Alla sera sono contento del muretto che ho tirato su in giornata e così, dopo un sonno popolato di oggetti in volo che non ricordo, risalgo con il sacco degli attrezzi. Ma il muro è crollato a terra. Della calcina che lo teneva in piedi non c’è traccia. Alcuni corvi osservano da terra. Gli alberi hanno perso le fronde e restano in piedi come ossi grigi. Di questo passo, il monastero non verrà mai su. Ma lo vogliono e allora ricomincio, pietra su pietra e calcina fresca. Forse era meglio tracciare la mulattiera prima di cominciare quest’opera voluta dalla Diocesi. Noi del paese avevamo molti dubbi: troppo scoscesa e franosa quella parte di montagna. Perfino il Romanin, un macigno a forma aguzza, sta in bilico, forse per misericordia. Ma loro, prelati e architetti, lo vogliono. Forse per insegnarci a credere in dio. Gli è che il muro è a terra, smembrato come in origine, i sassi tornati a terra, incassati tra loro come a impedirne lo spostamento. Sembrano fratelli che stanno bene solo alla rinfusa.

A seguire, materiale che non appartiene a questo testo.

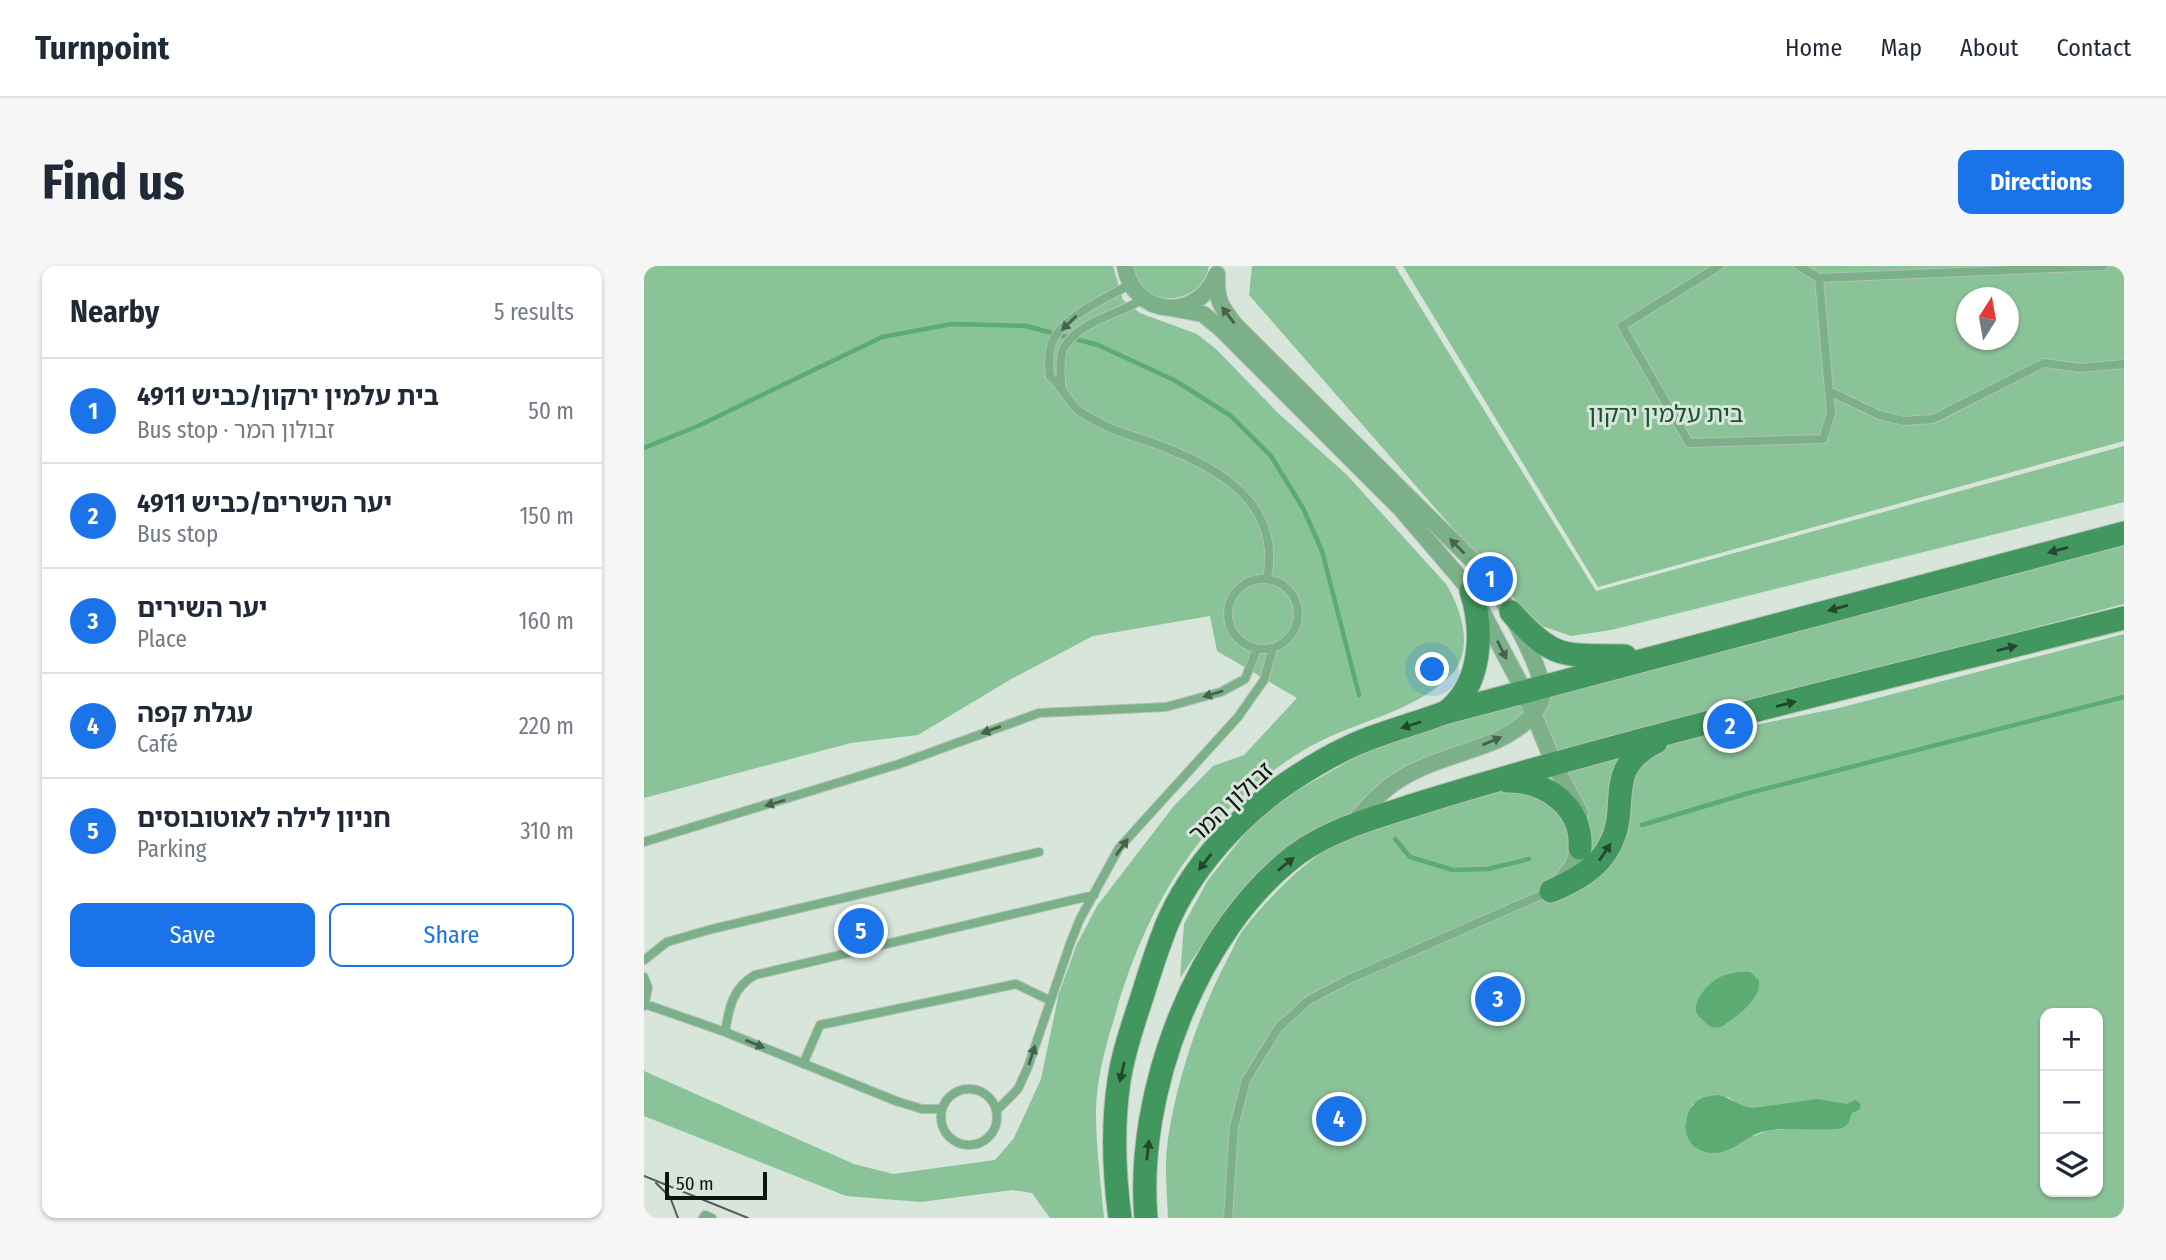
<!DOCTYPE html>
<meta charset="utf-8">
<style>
:root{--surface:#fff;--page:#f6f6f7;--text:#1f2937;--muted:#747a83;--line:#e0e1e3;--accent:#1a73e8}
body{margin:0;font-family:"Fira Sans Condensed","Noto Sans Hebrew",sans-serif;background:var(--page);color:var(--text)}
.controls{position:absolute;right:21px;bottom:21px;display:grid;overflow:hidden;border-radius:14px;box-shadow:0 2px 5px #0004}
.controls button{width:63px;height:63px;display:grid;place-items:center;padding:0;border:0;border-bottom:2px solid var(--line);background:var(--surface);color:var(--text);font:35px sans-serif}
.compass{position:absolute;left:1312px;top:21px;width:63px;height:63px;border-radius:50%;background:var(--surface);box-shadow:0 2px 5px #0004;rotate:11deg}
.scale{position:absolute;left:21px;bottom:18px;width:102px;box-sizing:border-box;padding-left:7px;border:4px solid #0f1410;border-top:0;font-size:19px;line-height:24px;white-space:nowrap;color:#0f1410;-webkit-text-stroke:5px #d7e5da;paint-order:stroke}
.you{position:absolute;left:789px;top:404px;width:24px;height:24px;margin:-18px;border:5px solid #fff;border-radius:50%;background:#1a73e8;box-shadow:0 0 0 10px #1a73e833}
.badge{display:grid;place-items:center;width:46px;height:46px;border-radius:50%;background:var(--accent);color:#fff;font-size:23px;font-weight:700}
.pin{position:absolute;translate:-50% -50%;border:4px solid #fff;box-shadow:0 2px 7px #0006}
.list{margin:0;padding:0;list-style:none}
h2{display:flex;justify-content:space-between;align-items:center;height:91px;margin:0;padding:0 28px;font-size:30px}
h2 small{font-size:23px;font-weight:400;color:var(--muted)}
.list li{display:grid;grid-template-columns:46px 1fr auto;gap:21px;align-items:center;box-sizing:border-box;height:105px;padding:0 28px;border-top:2px solid var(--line)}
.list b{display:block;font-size:26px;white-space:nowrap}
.list p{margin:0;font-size:23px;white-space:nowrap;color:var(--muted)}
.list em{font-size:23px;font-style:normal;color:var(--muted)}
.actions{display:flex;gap:14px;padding:21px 28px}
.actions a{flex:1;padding:16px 0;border:2px solid var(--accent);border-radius:14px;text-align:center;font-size:24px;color:var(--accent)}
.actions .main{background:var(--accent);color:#fff}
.icon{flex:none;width:38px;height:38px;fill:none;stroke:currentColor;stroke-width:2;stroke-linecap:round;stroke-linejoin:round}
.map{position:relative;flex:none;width:1480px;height:952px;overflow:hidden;border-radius:14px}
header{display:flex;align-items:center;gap:42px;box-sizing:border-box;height:98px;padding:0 35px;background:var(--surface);border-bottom:2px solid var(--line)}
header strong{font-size:33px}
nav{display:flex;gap:38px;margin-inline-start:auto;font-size:24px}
.intro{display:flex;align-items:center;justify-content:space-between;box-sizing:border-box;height:168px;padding:0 42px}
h1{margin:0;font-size:49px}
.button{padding:18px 32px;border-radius:14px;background:var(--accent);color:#fff;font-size:24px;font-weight:700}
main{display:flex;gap:42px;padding:0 42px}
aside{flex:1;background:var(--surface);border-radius:14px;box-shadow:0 2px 5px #0004}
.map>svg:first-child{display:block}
.green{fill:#8bc399;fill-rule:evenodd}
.water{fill:#5bab73}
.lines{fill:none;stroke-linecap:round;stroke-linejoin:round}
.stream{stroke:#5bab73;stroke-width:4.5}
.lane-casing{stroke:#b3bfb6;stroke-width:10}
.street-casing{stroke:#b3bfb6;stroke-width:18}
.secondary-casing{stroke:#b3bfb6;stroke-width:25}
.lane{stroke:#7cb089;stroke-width:8}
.street{stroke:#7cb089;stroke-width:16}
.secondary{stroke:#42975e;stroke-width:23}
.tram{stroke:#535b55;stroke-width:2}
.oneway{fill:#46624c}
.oneway2{fill:#23482f}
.labels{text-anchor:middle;stroke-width:6;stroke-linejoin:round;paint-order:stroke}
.park-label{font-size:24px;fill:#1a542f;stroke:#d7e5da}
.street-label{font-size:24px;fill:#0f1410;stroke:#d7e5da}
</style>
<header>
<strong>Turnpoint</strong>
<nav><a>Home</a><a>Map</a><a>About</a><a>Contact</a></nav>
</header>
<div class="intro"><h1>Find us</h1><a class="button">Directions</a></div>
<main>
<aside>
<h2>Nearby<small>5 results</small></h2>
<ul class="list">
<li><span class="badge">1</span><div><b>בית עלמין ירקון/כביש 4911</b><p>Bus stop · זבולון המר</p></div><em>50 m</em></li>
<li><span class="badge">2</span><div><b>יער השירים/כביש 4911</b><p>Bus stop</p></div><em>150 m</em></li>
<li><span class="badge">3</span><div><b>יער השירים</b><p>Place</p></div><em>160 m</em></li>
<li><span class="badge">4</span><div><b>עגלת קפה</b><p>Café</p></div><em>220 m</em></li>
<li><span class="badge">5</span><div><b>חניון לילה לאוטובוסים</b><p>Parking</p></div><em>310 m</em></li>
</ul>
<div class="actions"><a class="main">Save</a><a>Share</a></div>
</aside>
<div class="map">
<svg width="1480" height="952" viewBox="0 0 1480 952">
<rect width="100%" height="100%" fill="#d7e5da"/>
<!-- green -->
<path class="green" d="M 0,0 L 469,0 L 479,34 L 496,47 L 553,68 L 573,84 L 634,147 L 703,209 L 802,318 C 818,344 831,385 806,410 C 766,449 706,456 660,484 C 558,546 501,640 470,753 C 461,783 452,815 452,847 C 452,882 457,917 460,952 L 406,952 L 388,927 L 368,924 L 277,936 L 202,930 L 0,850 L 0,805 L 210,898 L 249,908 L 351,894 L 370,872 L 397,813 L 415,727 L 433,678 L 453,640 L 529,541 L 569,500 L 600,489 L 653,432 L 573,385 L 566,350 L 449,370 L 369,412 L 274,469 L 207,477 L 0,532 Z
M 489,0 L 565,0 C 557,42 495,44 489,0 Z
M 608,0 L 751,0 L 952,325 L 1480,180 L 1480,236 L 967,364 L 927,370 L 898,360 L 875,338 L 605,29 Z
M 759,0 L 1480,0 L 1480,175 L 954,321 ZM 1322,32 L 1364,32 L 1364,74 L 1322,74 Z
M 1480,280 L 1480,338 L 914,487 L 897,449 L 905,423 Z
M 1480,368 L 1480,952 L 524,952 C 523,926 520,899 524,873 C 533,812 556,745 584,692 C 589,683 593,672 599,664 C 621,636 646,610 674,589 C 694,574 718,565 741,557 L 1051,471 L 1195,442 ZM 1401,747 L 1454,747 L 1454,926 L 1401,926 ZM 1084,831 L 1100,842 L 1109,842 L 1203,838 L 1208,847 L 1205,857 L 1199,862 L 1153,862 L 1122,865 L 1110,870 L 1041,857 L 1049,838 Z
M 875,432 L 883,445 L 862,463 L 714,542 L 616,608 L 585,639 L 536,712 L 540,658 L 564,614 L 611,555 L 647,528 L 728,482 Z"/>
<!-- water -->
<path class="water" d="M 1095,706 L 1106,706 L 1115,714 C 1118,733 1091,752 1077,761 C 1070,762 1067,762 1062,757 C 1058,753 1052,749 1052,744 C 1051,731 1067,714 1079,710 C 1083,708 1090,707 1095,706 Z
M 1075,829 C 1087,832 1096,841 1109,842 L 1173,833 L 1203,838 L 1211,834 L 1217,838 L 1215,844 L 1208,847 L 1205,857 L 1199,862 C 1174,866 1147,860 1122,865 C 1100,869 1086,892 1062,886 C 1039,881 1036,854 1050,838 C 1056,831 1066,830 1075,829 Z"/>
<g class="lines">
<!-- stream -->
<path class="stream" d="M 0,182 L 54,160 L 238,71 L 308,58 L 382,60 L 454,79 L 532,115 L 587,150 L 627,190 L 659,242 L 678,285 L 715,429
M 998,559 L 1101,528 L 1480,431
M 751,573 L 766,591 L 809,604 L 844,603 L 885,593"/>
<!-- lane casing -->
<g class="lane-casing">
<path id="lane" d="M 1075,0 L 978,60 L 1045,177 L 1179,173 L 1187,147 L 1175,12 L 1155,0
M 1175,12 L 1459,0
M 487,18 C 464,31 418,51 408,77 C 404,88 405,98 406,110 C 417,120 423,133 433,143 C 439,149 449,153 456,157 C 473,167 494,171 512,178 C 574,201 638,236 623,313
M 417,120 C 417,107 414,88 423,77 C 440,54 476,48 499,33
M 1185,125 L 1235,149 L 1260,155 L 1289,153 L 1400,97 L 1436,102 L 1480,98
M584 348a35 35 0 1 1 70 0a35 35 0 1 1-70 0Z
M 0,576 L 255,498 L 395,447 L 522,441 L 577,426 L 601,413 L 613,383
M 0,694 L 23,676 L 68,663 L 395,586
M 0,711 L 4,722 L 0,740
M 1,738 L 81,766 L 252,835 L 278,843 L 297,843
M 81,766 C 85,743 88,722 111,709 L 450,629
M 159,798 L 176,759 L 372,718 L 405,734
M297 851a28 28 0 1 1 56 0a28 28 0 1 1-56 0Z
M 352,845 L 374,823 L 384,801 L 426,678 L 436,653 L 475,582 L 594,451 L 620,414 L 629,382
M 59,952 L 61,949 L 68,952
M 584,952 L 590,861 L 602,814 L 635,761 L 665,734 L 701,715 L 904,626"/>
</g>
<!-- street casing -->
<g class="street-casing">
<path id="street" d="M 481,0 C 489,50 552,57 572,10
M 573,8 C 572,34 576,40 592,60 L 841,307 C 856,328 905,409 898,432 C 892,452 869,467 851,475 C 820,488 785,495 756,513 C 738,524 723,541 709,557
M 527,42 L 559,48 L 576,62 L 757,243 L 827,325 L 880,425 L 910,498 L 936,547
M 915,618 L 929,599 L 938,573"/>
</g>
<!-- secondary casing -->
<g class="secondary-casing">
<path id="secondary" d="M 867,346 C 910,395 920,389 981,390
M 801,447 C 838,420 840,365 827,325
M 863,515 C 900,514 939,540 936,582
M 907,625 C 930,615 954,603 966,579 C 987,539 958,503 1012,476
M 476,952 C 470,907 468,861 475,815 C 479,786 490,756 499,728 C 506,705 514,681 523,658 C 547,602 595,549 646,515 C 673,497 704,479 735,469 C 757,461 779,455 800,447 L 1480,267
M 502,952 C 491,828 552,664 653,588 C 688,563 730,552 770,539 C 805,528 839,518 874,508 C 1075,451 1278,403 1480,352"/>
</g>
<!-- lane -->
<use href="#lane" class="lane"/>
<!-- street -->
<use href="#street" class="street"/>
<!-- secondary -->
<use href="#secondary" class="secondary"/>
<!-- tram -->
<path class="tram" d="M 0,910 L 104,952
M 12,917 L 26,931 L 34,952"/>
</g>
<!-- one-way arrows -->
<defs><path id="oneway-solid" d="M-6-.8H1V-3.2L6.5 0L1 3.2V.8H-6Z" transform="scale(1.75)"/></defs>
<g class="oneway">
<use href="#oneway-solid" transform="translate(584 49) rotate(-127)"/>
<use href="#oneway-solid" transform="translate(425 57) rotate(136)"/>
<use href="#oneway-solid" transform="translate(813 280) rotate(-135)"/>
<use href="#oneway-solid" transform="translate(858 384) rotate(63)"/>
<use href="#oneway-solid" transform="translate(569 428) rotate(163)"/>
<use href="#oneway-solid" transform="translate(347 464) rotate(160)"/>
<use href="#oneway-solid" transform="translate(848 475) rotate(-23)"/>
<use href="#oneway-solid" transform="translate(131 537) rotate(164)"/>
<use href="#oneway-solid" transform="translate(478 581) rotate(-54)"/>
<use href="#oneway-solid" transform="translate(111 778) rotate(22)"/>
<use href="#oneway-solid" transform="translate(388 789) rotate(-72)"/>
</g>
<g class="oneway2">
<use href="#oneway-solid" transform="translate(1414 284) rotate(165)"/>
<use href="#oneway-solid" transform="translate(1194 342) rotate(165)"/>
<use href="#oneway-solid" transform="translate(1363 382) rotate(-14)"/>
<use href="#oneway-solid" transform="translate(1142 438) rotate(-14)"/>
<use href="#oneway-solid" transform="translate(767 459) rotate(162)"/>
<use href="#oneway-solid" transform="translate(961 586) rotate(-56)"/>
<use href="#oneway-solid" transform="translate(561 596) rotate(128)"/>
<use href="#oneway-solid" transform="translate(642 598) rotate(-39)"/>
<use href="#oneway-solid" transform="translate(478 806) rotate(103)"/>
<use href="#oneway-solid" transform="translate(504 884) rotate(-83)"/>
</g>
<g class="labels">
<!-- park labels -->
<g class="park-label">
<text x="1022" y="156">בית עלמין ירקון</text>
</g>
<!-- street labels -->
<g class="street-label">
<text transform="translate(587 536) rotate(-43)" y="8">זבולון המר</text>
</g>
</g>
</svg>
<div class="controls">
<button>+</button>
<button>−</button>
<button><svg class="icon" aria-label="layers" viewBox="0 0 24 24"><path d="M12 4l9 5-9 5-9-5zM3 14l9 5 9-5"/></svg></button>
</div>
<svg class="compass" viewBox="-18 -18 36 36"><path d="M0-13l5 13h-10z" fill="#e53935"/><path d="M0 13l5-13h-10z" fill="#747a83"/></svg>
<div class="scale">50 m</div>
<div class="you"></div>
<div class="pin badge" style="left:846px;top:313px">1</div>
<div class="pin badge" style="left:1086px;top:460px">2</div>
<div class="pin badge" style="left:854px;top:733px">3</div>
<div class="pin badge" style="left:695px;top:853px">4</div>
<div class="pin badge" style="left:217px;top:665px">5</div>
</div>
</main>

Ricomincio e passa la giornata. La sera arriva tardi e così sono riuscito a mettere in piedi il muretto, con qualche corso in più. Scendo a casa, arrostisco la polenta di ieri con un po’ di grasso, un bicchiere di vino con acqua. Mi siedo sulla soglia, passa el Brusu.
– Com l’é nacia?
– A ma tocò rifèe tut da bel neu.
– Al saseve sgià.
– Aloro chel te domanda a fann.
– Iscì.
Se ne va, torno dentro, mi metto a letto. Il mattino ricordo tracce di sogno: cazzuole che volano via dal secchio, rocce arcuate che incombono, io che scappo mentre sorvolano uccelli neri con le prede nei rostri. Non mi piace. Risalgo. Il muro non c’è più. I corvi osservano. Gli scheletri sono ovunque. Rifaccio da capo. Ridiscendo a sera.
Per sette giorni faccio e rifaccio e tutto si erge per poi crollare nella notte. La calcina svanisce.
El brusu pone sempre le stesse domande, e io offro uguali risposte. Ma la sera del settimo giorno aggiungo:
– A vaghi su più.
– L’ere be’ oro – risponde lui accompagnando con un ghigno il roteare della mano destra.
Arrivano dalla città, salgono. Architetti e prelati mi danno dell’incapace, uno dice che rubo i soldi della chiesa. Ne ho abbastanza, scendo, vado a casa, mi siedo sulla soglia e mastico un po’ di tabacco. Magari passa il Brusu. Infatti passa.
– Pup di fochi, scapa.
– Parché?
– U vegn sgiù.
La notte è la fine del mondo. La montagna sembra franare tutta insieme e le scintille delle pietre che cozzano tra loro accendono il cielo. I denti sembrano cadere per le vibrazioni. Il sangue coagula. Il respiro è andato a rintanarsi nelle viscere della terra.
Quando fa giorno, ai miei piedi che non si sono potuti muovere, c’è il Romanin, più grande di come me lo ricordavo. Alzo lo sguardo e dall’altra parte della valle, a mezza montagna, un nugolo di corvi vola in cerchio sopra una costruzione che il giorno prima non c’era. Un monastero.
– Dio non esiste – dice il Brusu, apparso all’improvviso e appoggiato al macigno come se ne fosse il proprietario.
– Di certo non esiste per noi, meglio così.